The New Yorker and Faux-Snarkery




The New Yorker and Faux-Snarkery

“I was reminded, reading your poems—the farm poems, particularly—of a letter by Elizabeth Bishop, in which she says, “What one seems to want in art, in experiencing it, is the same thing that is necessary for its creation, a self-forgetful, perfectly useless concentration.” In the poems about farm life, you describe so perfectly how healing the country was for you, how your receptivity was sharpened, and how assuaging and nourishing it all was.”—Alice Quinn, “The Poet in the Fitting Room, The New Yorker

http://www.newyorker.com/archive/2003/06/16/030616on_onlineonly01?currentPage=2

Assuaging and nourishing? Excuse me while I barf.

If one really believes what Bishop is saying, i.e. self-forgetfulness—then “assuaging” and “nourishing” that self goes out the window.

Assuage and nourish what? The very thing that Bishop says to get rid of? The very thing that hogs up all the attention? The Ego as Black Hole?

How can a poet create like Bishop says, while doing just the opposite of practicing “perfectly useless attention?”

Quinn asks Reece how his “receptivity was sharpened”—when sharpening the Edge is just the opposite of “perfectly useless” attention?

What’s worse? Reece’s smarmy poetry claiming to be Bishopesque—or Alice Quinn’s faux-snarkery claiming to critique Reece while queering Bishop’s poetics doing it?

For a so-called critc-interviewer to throw out a Bishop “quote” and schmooze with a poet about just the opposite thing Bishop’s saying—claiming the poet is right-on. Well, in my humble opinion, that’s faux-snarkery at its worse.

It’s cheap, second-rate, pseudo-snarkery not worth warm spit. If you’re going to be snarky about Reece’s poetry, why not just say it’s anti-Bishop bullshit?

I don’t know who’s worse—Quinn or Reece? Reece tells this tear-jerker story about reciting Bishop’s “One Art” to his nurse, Martha. The one about “The art of losing isn’t hard to master . . .” She weeps, he weeps, they praise God.
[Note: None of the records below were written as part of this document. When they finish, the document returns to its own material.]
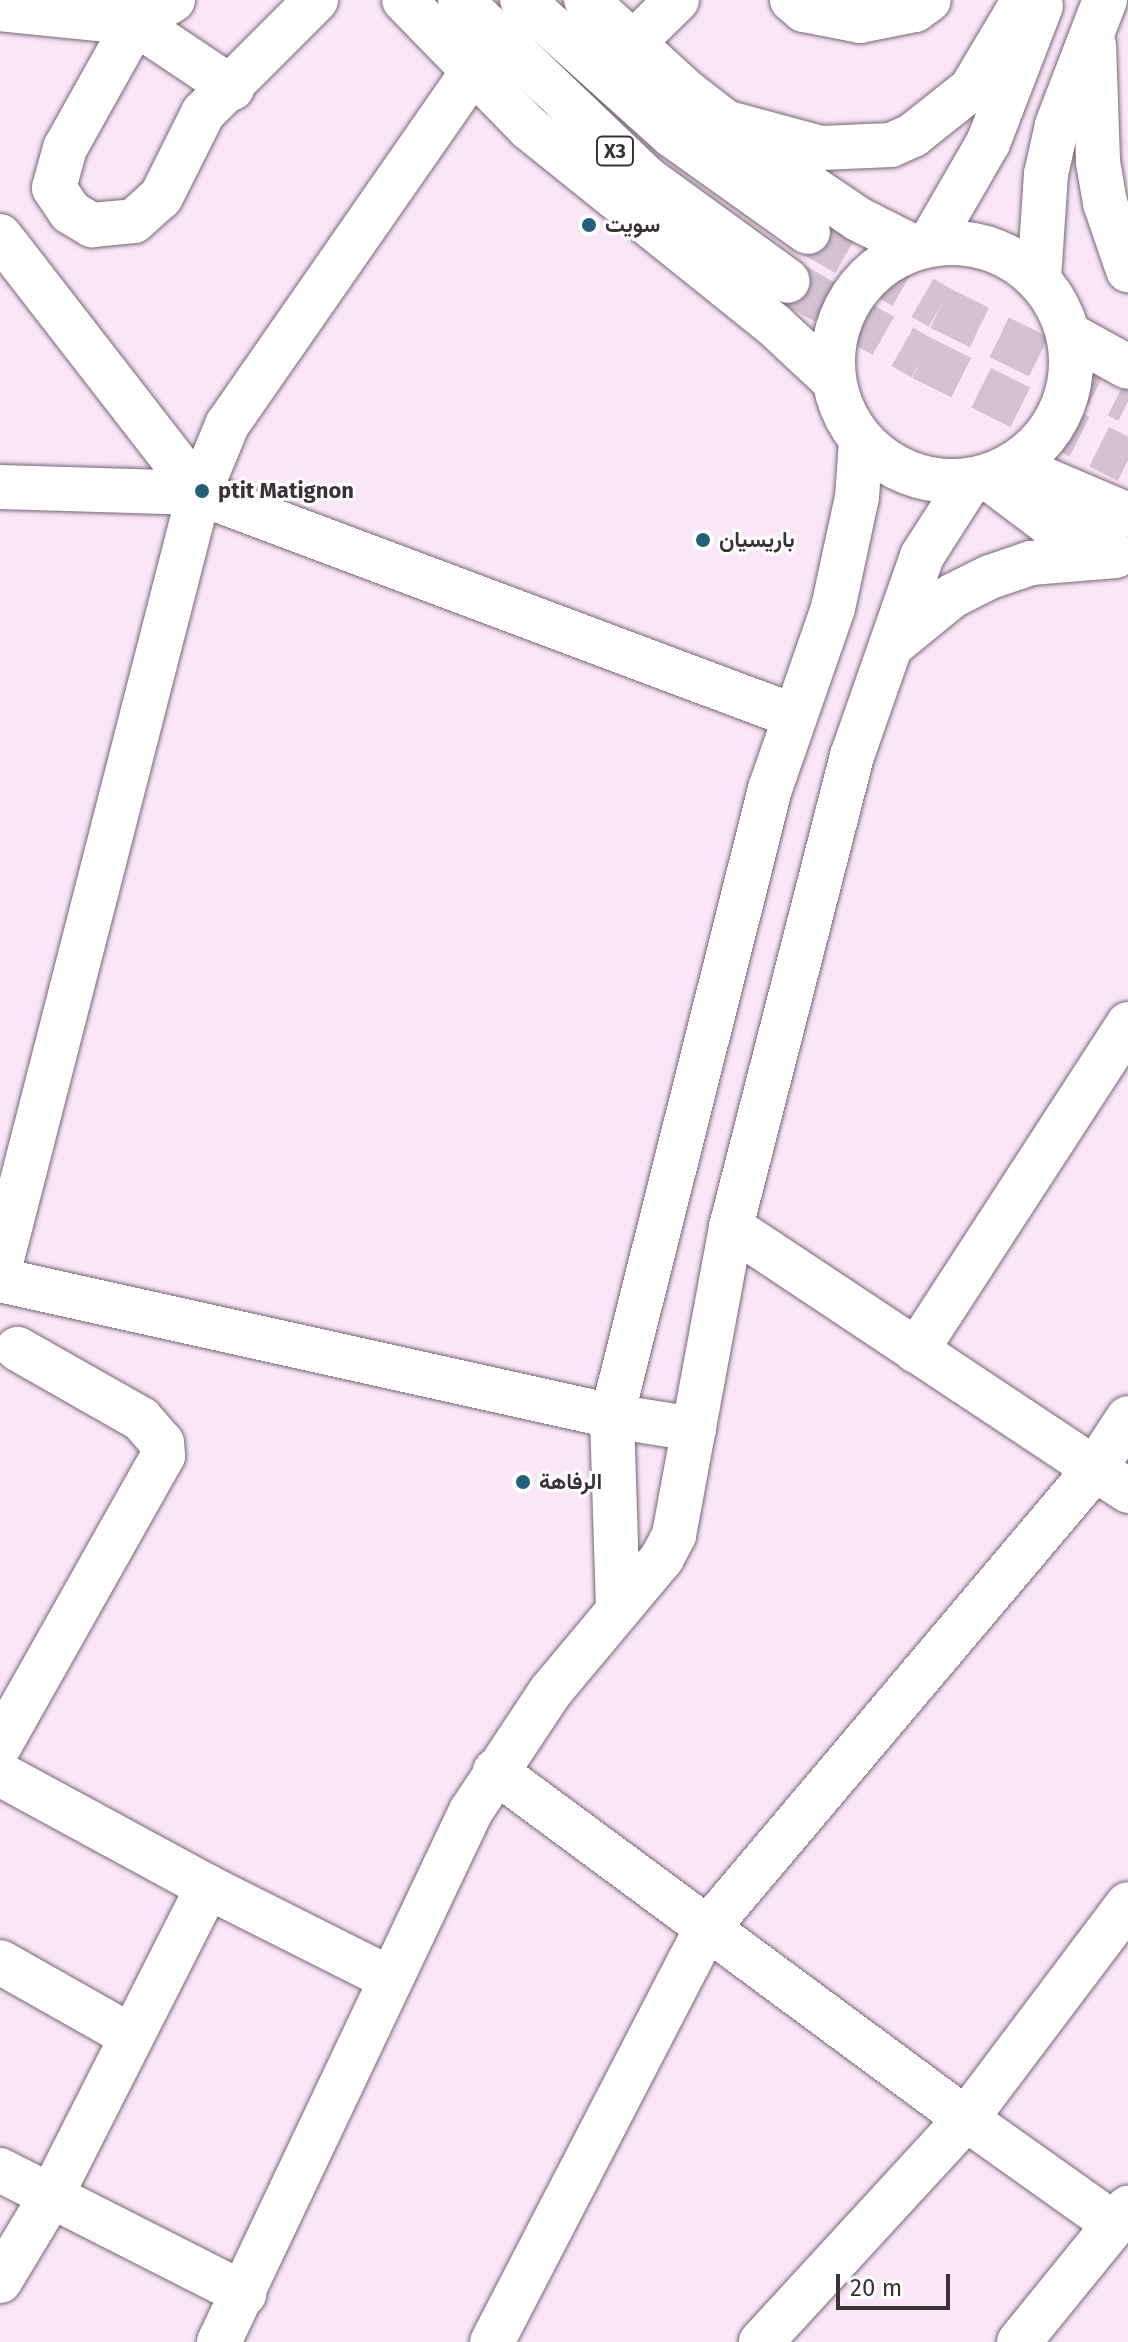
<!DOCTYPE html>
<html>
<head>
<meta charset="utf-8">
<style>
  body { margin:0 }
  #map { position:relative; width:1128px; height:2342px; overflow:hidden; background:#f9e6f7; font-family:"Fira Sans",Vazirmatn,sans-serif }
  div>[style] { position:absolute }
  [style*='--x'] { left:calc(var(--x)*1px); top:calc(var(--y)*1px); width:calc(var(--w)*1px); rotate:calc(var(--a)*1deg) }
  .highway-tunnel>* { height:44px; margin-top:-22px; transform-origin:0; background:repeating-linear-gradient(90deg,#d3c2d1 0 44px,transparent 0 66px) }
  .roads { filter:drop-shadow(0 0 2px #776776) drop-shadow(0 0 2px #776776) }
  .minor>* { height:44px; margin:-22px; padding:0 22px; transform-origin:22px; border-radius:22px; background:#fff }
  .minor>.ring { margin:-22px; padding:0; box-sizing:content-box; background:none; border:44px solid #fff; border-radius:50% }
  .highway>* { height:44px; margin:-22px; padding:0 22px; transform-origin:22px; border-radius:22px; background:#fff }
  .dots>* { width:22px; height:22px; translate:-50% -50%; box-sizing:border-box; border:4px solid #fff; border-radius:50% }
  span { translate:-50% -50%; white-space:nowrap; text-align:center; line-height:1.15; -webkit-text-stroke:6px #fff; paint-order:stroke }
  .shield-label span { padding:2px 6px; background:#fff; border:2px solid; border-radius:6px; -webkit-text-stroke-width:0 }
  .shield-label { font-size:20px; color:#393239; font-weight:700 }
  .poi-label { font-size:22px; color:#393239; font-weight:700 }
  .left { translate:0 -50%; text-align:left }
  .scale { position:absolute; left:836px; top:2274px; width:114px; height:36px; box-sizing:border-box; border:4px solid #393239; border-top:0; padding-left:10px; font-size:24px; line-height:28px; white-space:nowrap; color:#393239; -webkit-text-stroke:6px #fff; paint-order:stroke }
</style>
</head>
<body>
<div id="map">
  <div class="highway-tunnel">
    <i style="--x:808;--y:232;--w:152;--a:29.9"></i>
    <i style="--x:940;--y:308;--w:210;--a:26.3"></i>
    <i style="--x:788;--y:281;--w:155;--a:29.9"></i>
    <i style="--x:922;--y:358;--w:230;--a:26.6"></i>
  </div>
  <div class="roads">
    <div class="minor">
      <i style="--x:173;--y:0;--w:44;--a:148.8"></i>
      <i style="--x:135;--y:23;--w:143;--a:119.2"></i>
      <i style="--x:65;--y:148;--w:41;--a:105.4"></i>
      <i style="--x:54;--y:188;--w:29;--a:56"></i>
      <i style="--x:70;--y:212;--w:26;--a:31"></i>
      <i style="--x:92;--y:225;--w:42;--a:-5.4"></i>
      <i style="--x:134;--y:221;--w:36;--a:-42"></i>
      <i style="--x:161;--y:197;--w:94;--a:-63.4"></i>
      <i style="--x:203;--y:113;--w:160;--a:-45"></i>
      <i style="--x:792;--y:0;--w:16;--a:40"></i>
      <i style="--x:804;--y:10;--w:57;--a:11.1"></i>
      <i style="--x:860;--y:21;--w:56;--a:-11.3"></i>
      <i style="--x:915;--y:10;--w:17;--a:-36"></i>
      <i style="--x:0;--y:9;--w:136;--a:5.9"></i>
      <i style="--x:135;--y:23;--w:117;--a:33.8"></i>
      <i style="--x:632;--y:44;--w:63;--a:-44.4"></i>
      <i style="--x:1094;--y:45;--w:117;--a:88"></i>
      <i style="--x:1098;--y:162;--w:42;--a:80.3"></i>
      <i style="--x:1105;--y:203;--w:71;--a:71.1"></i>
      <i style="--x:732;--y:124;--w:92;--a:15.1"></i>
      <i style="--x:821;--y:148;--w:70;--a:-2.5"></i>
      <i style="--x:891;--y:145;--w:24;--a:-24"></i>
      <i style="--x:913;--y:135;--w:74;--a:-38.4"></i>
      <i style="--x:971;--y:89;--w:104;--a:-59.2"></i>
      <i style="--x:0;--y:236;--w:325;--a:52.2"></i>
      <i style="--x:199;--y:493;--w:799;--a:104.42"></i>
      <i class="ring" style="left:833px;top:243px;width:194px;height:194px"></i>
      <i style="--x:929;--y:245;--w:118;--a:-60"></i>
      <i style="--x:988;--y:143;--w:147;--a:-68.9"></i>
      <i style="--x:1039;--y:279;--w:105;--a:-86.2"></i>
      <i style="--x:1046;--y:174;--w:50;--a:-77.3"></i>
      <i style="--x:1057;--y:125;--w:134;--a:-69"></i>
      <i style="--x:987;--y:477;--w:76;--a:37"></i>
      <i style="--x:1048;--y:523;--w:70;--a:26.2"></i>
      <i style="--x:0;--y:487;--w:199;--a:1.7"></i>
      <i style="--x:199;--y:493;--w:635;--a:20.55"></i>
      <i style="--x:199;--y:493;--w:74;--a:-67.6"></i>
      <i style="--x:227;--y:425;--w:429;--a:-55.2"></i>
      <i style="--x:891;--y:646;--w:79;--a:-39.3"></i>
      <i style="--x:952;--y:596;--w:42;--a:-26.6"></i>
      <i style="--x:990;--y:577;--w:43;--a:-18.9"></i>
      <i style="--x:1031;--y:563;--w:85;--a:-4.7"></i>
      <i style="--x:731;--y:1227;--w:477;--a:33.6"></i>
      <i style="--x:0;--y:1280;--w:627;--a:12.53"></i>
      <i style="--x:612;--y:1416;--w:83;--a:9"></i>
      <i style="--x:916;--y:1351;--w:390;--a:-57"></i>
      <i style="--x:618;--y:1608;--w:192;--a:-91.8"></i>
      <i style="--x:612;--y:1416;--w:647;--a:-75.86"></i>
      <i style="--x:770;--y:789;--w:192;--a:-70.8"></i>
      <i style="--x:833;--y:608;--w:114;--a:-77.8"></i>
      <i style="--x:857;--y:497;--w:55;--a:-85.8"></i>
      <i style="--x:0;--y:1745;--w:332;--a:-60.6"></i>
      <i style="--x:163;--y:1456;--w:13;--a:-94"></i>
      <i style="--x:162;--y:1443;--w:32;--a:-131"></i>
      <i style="--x:141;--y:1419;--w:142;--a:-150.4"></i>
      <i style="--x:495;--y:1771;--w:586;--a:36.46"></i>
      <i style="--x:966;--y:2119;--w:303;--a:132.6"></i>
      <i style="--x:0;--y:1774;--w:237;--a:28.5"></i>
      <i style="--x:208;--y:1887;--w:203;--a:26.7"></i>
      <i style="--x:0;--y:1962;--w:148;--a:29.5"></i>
      <i style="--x:0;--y:2170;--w:274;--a:26.9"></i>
      <i style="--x:1114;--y:2224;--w:181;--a:-144.6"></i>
      <i style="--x:966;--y:2119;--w:269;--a:-53"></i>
      <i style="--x:0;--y:2281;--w:97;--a:-58.9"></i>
      <i style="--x:50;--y:2198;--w:349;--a:-63.1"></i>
      <i style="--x:219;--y:2342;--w:588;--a:-64.61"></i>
      <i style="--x:471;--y:1811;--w:143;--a:-56.4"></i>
      <i style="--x:550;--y:1692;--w:175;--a:-50.1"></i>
      <i style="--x:662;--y:1558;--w:26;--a:-62"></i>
      <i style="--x:674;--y:1535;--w:313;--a:-79.5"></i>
      <i style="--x:731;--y:1227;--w:486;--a:-75.6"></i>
      <i style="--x:852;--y:756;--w:212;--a:-70.7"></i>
      <i style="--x:922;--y:556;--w:89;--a:-57.4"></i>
      <i style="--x:492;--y:2342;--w:463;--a:-62.6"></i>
      <i style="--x:705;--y:1931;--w:603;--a:-49.84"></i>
      <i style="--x:1094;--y:1470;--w:62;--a:-56.8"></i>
      <i style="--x:1019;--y:2342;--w:173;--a:-50.9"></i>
    </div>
    <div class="highway">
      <i style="--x:404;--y:0;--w:179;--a:45.7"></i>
      <i style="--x:529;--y:128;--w:313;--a:38.8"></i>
      <i style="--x:773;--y:324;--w:82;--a:43"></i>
      <i style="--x:460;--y:0;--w:257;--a:43.7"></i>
      <i style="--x:646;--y:178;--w:175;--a:36"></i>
      <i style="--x:522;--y:0;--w:202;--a:42"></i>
      <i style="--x:672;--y:135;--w:167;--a:35.5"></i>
      <i style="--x:586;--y:0;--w:138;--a:42.4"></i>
      <i style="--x:688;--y:93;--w:140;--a:37.8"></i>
      <i style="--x:799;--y:179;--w:71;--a:34.1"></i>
      <i style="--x:858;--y:219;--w:65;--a:26.6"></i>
      <i style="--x:1068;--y:334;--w:68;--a:28.8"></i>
      <i style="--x:1013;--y:466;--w:125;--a:23.1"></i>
    </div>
  </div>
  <div class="dots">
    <i style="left:589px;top:225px;background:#236178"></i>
    <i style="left:202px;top:491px;background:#236178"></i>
    <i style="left:703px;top:540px;background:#236178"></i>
    <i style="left:523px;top:1482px;background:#236178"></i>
  </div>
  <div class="shield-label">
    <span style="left:615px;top:151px">X3</span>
  </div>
  <div class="poi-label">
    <span class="left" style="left:605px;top:225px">سويت</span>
    <span class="left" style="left:218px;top:491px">ptit Matignon</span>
    <span class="left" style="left:719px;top:540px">باريسيان</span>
    <span class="left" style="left:539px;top:1482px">الرفاهة</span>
  </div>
  <div class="scale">20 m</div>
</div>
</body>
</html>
But what about the “art of losing” it? It’s so easy to master, isn’t it? Bishop talks about losing a watch, her lovers, even a city or two. So what’s the big deal? If it’s so easy why does Quinn and Reese go on and on about how hard it is?

The only thing hard is to do—is being authentically snarky.

Being authentically snarky with yourself and the world. Being able to critique yourself and others—without any whining, kvetching, bullshitting or hypcrocasy.

Poetry takes some serious snarkery—real snarkery not faux-snarkery.

To snark or not to snark—that’s always been the question. For a poet like Reese to use poetry to continue the self-fablulation of faux-snarkery is to make a Joke out of poetry.

Using poetry to buttress the bullshit—instead of getting rid of it—aye there’s the rub. Or rather—aye there’s the wipe. Now flush it down the toilet, my dear.